Spesso le vittime e i sopravvissuti agli abusi sono profondamente consapevoli delle loro inadeguatezze e hanno poca fiducia nei loro punti di forza. È importante che, quando si lavora con queste persone, il terapeuta si concentri e si sforzi di sviluppare punti di forza contro affinando e cercando di rimediare alle inadeguatezze. In effetti, molte delle tendenze che i sopravvissuti (e alcuni terapeuti) percepiscono come punti deboli sono, in effetti, esattamente l'opposto: risorse da riconoscere e apprezzare.
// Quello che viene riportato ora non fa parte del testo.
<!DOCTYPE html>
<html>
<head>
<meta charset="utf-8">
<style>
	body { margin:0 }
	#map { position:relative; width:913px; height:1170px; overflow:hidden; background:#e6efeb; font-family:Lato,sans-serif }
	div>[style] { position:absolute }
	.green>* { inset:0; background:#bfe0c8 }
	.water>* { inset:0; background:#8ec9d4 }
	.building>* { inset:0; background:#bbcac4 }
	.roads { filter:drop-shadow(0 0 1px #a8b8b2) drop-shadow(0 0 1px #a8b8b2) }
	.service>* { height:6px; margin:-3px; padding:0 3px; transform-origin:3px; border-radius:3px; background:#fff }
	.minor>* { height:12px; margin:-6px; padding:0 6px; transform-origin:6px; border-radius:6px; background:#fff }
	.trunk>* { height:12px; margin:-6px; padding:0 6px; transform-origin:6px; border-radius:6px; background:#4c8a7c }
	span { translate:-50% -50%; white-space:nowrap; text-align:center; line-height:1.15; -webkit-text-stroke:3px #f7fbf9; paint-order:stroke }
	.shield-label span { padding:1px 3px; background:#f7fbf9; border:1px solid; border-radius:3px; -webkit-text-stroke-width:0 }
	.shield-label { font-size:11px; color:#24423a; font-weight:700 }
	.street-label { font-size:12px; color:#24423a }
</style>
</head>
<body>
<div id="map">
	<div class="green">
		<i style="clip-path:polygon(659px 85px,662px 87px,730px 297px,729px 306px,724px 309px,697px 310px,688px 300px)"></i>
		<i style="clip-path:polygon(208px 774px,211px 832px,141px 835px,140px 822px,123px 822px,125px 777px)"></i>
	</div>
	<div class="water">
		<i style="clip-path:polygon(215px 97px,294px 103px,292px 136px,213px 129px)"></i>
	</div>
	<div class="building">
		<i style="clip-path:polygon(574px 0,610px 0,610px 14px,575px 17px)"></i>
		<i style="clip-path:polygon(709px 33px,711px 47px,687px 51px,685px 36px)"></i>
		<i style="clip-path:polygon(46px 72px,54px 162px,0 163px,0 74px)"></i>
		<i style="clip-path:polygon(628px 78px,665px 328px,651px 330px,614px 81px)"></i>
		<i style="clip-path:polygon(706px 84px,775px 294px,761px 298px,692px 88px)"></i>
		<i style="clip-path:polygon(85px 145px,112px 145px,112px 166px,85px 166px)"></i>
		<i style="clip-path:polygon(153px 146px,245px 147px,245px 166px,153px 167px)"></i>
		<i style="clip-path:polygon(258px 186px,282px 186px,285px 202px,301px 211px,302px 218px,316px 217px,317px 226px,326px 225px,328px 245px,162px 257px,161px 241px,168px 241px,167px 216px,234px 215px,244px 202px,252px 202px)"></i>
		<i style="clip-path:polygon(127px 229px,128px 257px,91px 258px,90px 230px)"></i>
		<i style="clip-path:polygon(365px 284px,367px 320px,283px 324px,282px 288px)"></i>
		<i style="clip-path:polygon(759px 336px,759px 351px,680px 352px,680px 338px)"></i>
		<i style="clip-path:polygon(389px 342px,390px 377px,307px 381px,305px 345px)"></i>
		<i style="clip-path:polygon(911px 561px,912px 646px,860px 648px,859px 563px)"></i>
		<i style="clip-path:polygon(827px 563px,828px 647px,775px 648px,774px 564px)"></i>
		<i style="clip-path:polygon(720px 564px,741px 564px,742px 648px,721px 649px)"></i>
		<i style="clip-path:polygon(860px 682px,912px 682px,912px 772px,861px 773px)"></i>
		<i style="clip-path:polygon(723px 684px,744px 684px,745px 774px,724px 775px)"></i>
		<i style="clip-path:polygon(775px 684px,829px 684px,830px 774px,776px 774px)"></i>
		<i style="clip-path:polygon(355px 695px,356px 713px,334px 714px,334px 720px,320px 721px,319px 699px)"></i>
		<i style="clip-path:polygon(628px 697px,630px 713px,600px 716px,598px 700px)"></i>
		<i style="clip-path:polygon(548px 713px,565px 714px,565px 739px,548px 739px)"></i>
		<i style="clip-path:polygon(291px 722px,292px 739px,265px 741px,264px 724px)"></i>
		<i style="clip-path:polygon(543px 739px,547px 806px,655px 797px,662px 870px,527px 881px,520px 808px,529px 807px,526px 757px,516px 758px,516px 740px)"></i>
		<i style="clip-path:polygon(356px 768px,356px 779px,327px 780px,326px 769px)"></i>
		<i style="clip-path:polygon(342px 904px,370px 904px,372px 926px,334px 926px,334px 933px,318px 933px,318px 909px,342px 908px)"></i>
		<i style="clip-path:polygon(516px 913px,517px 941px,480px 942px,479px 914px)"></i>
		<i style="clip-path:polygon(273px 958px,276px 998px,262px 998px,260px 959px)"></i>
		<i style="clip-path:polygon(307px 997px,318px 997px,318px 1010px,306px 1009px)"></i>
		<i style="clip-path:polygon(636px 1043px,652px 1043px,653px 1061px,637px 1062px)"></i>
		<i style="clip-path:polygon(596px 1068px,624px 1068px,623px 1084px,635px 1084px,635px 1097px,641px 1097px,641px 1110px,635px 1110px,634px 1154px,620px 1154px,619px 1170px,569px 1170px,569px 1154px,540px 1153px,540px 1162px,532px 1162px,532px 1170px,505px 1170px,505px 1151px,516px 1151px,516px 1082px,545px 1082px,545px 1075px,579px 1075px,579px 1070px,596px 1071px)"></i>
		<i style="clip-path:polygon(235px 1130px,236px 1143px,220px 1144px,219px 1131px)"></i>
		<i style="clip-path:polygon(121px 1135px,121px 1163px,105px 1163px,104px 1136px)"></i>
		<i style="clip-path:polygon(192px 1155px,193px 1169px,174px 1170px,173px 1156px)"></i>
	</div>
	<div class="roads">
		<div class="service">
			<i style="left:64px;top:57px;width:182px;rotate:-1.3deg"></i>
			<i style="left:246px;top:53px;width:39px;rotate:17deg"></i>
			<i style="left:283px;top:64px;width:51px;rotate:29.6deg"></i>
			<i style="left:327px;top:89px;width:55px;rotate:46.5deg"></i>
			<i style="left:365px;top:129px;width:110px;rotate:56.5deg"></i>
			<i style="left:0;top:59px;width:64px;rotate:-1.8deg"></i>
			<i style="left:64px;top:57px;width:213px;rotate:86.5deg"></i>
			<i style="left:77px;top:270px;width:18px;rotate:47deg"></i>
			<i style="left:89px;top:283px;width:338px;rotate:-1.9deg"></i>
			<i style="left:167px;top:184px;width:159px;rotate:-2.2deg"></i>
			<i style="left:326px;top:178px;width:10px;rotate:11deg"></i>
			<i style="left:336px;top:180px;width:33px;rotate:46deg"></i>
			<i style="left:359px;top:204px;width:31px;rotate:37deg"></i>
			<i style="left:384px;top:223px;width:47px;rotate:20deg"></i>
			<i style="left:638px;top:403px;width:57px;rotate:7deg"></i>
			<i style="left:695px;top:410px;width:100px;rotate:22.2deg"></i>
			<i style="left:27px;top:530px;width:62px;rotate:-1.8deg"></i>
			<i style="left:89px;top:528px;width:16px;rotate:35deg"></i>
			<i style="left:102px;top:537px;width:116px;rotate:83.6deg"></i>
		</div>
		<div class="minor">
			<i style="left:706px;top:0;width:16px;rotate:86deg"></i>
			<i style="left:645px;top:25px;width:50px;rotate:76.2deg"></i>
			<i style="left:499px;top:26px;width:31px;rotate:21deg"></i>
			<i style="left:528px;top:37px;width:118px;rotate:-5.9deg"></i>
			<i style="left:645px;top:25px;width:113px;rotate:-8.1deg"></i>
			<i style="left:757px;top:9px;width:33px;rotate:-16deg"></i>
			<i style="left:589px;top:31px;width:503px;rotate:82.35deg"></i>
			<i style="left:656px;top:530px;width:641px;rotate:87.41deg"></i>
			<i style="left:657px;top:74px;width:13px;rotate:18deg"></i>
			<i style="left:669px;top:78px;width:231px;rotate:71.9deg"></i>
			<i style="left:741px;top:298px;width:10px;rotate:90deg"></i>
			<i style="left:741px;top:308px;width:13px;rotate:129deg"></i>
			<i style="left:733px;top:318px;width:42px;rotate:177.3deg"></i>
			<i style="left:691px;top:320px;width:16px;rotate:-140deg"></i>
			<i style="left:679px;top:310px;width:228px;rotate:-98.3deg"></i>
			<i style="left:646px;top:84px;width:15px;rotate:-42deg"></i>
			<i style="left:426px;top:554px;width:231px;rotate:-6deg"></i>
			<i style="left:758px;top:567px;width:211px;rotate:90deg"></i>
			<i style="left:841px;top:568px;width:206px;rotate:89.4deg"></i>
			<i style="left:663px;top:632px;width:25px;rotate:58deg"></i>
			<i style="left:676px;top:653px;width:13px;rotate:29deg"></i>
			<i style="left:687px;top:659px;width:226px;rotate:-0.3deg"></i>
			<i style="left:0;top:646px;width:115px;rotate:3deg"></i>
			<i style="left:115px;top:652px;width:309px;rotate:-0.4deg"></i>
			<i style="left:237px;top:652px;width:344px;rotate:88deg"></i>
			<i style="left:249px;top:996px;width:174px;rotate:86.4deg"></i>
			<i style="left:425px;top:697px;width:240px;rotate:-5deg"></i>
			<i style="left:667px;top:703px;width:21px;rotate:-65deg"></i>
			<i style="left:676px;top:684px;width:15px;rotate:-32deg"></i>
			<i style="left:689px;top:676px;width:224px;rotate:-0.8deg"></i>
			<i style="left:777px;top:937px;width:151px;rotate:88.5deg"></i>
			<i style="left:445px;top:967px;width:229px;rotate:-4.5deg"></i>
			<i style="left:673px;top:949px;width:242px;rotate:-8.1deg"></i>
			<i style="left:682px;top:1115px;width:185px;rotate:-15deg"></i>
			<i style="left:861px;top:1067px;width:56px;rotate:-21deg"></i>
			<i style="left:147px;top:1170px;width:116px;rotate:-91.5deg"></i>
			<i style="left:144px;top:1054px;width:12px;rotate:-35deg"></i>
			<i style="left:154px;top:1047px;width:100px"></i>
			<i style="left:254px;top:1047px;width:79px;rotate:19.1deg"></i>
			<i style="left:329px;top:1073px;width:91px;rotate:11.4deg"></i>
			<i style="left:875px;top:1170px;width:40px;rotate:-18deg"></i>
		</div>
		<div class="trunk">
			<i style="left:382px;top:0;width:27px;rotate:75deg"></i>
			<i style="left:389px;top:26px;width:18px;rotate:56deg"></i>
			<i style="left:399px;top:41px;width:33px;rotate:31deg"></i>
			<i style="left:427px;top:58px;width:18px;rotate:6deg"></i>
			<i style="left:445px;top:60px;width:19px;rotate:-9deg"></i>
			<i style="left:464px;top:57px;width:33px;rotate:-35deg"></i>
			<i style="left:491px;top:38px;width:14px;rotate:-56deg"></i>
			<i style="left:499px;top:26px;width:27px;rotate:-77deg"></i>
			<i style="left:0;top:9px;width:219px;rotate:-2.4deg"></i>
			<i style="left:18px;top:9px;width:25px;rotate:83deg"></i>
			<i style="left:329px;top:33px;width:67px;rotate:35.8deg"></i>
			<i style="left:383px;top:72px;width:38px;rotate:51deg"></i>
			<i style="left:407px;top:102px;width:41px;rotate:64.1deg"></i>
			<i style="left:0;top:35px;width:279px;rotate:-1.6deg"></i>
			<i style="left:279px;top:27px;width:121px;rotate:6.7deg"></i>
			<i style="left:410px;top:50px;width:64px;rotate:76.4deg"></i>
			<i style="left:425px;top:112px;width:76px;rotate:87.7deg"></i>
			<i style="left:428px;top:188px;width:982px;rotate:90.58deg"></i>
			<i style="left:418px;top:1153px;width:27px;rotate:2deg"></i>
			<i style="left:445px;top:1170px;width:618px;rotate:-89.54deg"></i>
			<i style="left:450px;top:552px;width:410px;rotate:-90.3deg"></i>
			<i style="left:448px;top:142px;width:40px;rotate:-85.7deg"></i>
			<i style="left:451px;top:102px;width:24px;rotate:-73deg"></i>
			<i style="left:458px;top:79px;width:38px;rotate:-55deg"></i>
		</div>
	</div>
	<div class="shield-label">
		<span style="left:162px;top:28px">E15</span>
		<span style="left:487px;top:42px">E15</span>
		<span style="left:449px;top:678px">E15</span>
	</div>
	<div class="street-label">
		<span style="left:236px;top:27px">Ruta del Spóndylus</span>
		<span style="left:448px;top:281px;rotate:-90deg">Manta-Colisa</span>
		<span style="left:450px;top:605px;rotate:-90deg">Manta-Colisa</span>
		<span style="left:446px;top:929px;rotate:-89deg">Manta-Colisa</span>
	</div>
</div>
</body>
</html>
(3) Il terapeuta deve onorare il processo di guarigione del cliente e consentire alla guarigione di procedere secondo il proprio ritmo.
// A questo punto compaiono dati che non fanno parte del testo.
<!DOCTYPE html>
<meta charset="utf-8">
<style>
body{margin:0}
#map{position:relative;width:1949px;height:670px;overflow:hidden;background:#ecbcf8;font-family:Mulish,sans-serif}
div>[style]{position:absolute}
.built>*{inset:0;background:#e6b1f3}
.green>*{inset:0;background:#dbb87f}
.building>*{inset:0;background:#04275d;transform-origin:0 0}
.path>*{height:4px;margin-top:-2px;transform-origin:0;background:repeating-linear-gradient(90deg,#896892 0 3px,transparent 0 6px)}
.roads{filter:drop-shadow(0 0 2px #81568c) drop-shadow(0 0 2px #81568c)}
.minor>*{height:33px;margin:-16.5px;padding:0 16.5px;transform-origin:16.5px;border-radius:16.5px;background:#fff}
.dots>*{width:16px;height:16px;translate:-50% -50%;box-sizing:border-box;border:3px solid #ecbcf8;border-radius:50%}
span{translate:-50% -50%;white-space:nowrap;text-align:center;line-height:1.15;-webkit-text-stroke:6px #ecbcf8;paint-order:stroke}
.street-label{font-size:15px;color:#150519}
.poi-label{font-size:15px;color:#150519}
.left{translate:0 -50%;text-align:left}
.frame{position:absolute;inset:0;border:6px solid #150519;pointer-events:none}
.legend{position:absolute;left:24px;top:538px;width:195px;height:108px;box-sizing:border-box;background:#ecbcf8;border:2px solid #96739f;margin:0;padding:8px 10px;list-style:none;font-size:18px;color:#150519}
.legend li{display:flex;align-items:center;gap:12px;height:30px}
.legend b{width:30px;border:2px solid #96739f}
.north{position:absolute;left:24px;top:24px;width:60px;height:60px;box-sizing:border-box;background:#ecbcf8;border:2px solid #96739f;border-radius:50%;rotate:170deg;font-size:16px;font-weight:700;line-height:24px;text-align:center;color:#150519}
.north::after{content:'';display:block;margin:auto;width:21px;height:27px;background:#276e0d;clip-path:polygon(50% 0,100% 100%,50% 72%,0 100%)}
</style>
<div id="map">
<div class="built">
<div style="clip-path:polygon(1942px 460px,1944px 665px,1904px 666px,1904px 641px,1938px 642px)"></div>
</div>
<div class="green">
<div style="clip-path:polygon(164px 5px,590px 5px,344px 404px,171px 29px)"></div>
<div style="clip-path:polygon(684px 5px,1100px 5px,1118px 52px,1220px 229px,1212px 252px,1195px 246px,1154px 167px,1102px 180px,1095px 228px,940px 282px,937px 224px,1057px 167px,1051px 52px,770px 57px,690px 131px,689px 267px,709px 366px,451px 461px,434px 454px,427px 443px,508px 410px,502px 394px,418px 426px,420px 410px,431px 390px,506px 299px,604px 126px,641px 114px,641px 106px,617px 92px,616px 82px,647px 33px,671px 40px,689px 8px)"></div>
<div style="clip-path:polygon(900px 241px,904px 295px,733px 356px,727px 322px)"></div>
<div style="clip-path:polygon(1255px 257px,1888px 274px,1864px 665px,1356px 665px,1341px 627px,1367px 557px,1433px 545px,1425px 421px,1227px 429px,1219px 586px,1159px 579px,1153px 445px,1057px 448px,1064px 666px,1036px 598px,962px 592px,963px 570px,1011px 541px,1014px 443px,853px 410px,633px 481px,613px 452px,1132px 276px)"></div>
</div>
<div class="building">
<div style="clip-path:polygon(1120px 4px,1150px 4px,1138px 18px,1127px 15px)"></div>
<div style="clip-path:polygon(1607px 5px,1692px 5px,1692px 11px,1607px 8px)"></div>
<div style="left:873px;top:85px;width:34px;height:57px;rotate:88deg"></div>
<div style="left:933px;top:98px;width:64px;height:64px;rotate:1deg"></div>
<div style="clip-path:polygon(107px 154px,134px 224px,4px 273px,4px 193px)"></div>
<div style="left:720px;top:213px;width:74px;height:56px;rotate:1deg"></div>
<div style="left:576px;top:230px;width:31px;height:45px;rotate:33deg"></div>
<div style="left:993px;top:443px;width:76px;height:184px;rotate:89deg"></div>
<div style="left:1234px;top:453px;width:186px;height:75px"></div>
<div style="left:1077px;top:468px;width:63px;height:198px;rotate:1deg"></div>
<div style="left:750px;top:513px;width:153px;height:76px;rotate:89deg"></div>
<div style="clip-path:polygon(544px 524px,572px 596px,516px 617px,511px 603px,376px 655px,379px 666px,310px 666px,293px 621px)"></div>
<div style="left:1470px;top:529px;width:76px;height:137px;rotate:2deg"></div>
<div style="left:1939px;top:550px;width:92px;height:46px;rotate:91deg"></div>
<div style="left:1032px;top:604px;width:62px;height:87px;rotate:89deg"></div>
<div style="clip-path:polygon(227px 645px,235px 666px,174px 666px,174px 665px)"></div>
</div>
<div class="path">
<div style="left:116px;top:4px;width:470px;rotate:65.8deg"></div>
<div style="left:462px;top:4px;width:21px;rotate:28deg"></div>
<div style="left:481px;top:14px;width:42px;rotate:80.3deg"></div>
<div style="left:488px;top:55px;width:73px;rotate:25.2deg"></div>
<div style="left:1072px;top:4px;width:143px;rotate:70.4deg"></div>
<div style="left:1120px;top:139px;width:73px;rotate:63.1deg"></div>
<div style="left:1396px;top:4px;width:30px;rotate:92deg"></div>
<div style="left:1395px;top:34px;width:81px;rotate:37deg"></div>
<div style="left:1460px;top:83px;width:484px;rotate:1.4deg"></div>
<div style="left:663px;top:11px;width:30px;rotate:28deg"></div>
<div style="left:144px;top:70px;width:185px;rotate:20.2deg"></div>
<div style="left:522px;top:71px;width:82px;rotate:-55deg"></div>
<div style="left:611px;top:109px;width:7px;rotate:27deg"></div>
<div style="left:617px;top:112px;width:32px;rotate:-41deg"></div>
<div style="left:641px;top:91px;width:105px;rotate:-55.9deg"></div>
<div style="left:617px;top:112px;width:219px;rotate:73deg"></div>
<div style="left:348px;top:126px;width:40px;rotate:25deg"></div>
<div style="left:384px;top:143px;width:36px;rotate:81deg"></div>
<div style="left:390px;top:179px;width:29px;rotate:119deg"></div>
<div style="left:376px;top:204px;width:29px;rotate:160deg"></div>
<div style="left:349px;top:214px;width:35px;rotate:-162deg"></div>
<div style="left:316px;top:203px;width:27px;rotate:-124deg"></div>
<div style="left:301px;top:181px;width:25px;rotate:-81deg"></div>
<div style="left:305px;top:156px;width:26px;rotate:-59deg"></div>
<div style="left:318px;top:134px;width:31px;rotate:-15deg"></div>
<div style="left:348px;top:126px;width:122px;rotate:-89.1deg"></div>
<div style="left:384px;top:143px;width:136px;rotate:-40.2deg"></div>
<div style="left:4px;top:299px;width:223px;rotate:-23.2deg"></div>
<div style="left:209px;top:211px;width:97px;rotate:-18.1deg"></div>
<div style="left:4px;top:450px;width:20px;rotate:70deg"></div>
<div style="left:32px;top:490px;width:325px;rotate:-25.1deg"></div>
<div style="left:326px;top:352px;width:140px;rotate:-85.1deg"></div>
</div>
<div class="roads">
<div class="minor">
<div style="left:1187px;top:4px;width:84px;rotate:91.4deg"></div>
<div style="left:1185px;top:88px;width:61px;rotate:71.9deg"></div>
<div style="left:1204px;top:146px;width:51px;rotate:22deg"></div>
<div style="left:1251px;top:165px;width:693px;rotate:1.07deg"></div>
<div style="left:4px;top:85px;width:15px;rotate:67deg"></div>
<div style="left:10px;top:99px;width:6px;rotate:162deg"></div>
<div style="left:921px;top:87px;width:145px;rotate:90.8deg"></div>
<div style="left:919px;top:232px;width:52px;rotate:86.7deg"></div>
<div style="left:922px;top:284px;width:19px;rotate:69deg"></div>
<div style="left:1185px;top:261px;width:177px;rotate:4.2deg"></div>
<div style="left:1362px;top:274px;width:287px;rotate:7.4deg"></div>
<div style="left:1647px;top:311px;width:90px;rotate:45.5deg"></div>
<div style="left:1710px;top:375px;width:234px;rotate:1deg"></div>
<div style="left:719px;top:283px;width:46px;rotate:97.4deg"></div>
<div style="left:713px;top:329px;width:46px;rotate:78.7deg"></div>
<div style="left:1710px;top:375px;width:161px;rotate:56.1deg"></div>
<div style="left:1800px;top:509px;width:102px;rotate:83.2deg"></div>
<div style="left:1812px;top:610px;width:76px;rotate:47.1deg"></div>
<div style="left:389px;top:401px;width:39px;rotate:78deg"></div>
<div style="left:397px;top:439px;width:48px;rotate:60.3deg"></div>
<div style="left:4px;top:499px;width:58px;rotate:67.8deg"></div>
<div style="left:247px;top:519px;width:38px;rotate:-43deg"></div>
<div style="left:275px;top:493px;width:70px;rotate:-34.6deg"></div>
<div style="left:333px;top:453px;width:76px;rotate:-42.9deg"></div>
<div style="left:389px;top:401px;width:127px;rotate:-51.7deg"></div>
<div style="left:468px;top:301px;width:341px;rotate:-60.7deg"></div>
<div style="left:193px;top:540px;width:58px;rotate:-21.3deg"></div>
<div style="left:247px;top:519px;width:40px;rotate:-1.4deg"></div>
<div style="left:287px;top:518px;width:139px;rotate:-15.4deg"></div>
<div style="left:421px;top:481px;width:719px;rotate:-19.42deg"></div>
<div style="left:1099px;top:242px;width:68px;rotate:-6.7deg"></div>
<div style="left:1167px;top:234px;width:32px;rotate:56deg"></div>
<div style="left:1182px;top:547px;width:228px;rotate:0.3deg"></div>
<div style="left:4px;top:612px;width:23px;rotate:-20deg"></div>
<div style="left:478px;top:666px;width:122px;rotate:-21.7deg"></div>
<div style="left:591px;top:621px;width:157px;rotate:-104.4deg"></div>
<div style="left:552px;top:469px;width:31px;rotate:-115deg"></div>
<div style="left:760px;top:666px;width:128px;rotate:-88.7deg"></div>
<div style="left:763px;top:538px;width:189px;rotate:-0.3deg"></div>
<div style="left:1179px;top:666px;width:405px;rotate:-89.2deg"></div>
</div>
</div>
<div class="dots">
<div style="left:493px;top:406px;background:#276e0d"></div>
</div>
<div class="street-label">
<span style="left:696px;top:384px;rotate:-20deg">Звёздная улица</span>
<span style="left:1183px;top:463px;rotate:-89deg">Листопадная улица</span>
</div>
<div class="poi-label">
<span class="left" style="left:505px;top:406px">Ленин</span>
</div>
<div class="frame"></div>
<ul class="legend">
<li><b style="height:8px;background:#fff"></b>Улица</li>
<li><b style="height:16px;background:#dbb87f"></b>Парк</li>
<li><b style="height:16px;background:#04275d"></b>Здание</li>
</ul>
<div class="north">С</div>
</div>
Non avere il controllo non significa necessariamente non essere direttivo. Operando da una breve prospettiva di trattamento, è assolutamente necessario che il terapista rimanga attivo e abbastanza spesso fornisca la direzione. Questo dal mio punto di vista, indica che dobbiamo servire come guide e facilitatori. Potrebbe essere importante ricordare che quando si intraprendono i servizi di una guida quando si intraprende un viaggio, è in definitiva il ruolo di quello da guidare per determinare la destinazione, i limiti della distanza da percorrere, le fermate lungo il percorso e il complesso ritmo. È responsabilità della guida raggiungere gli obiettivi della guida.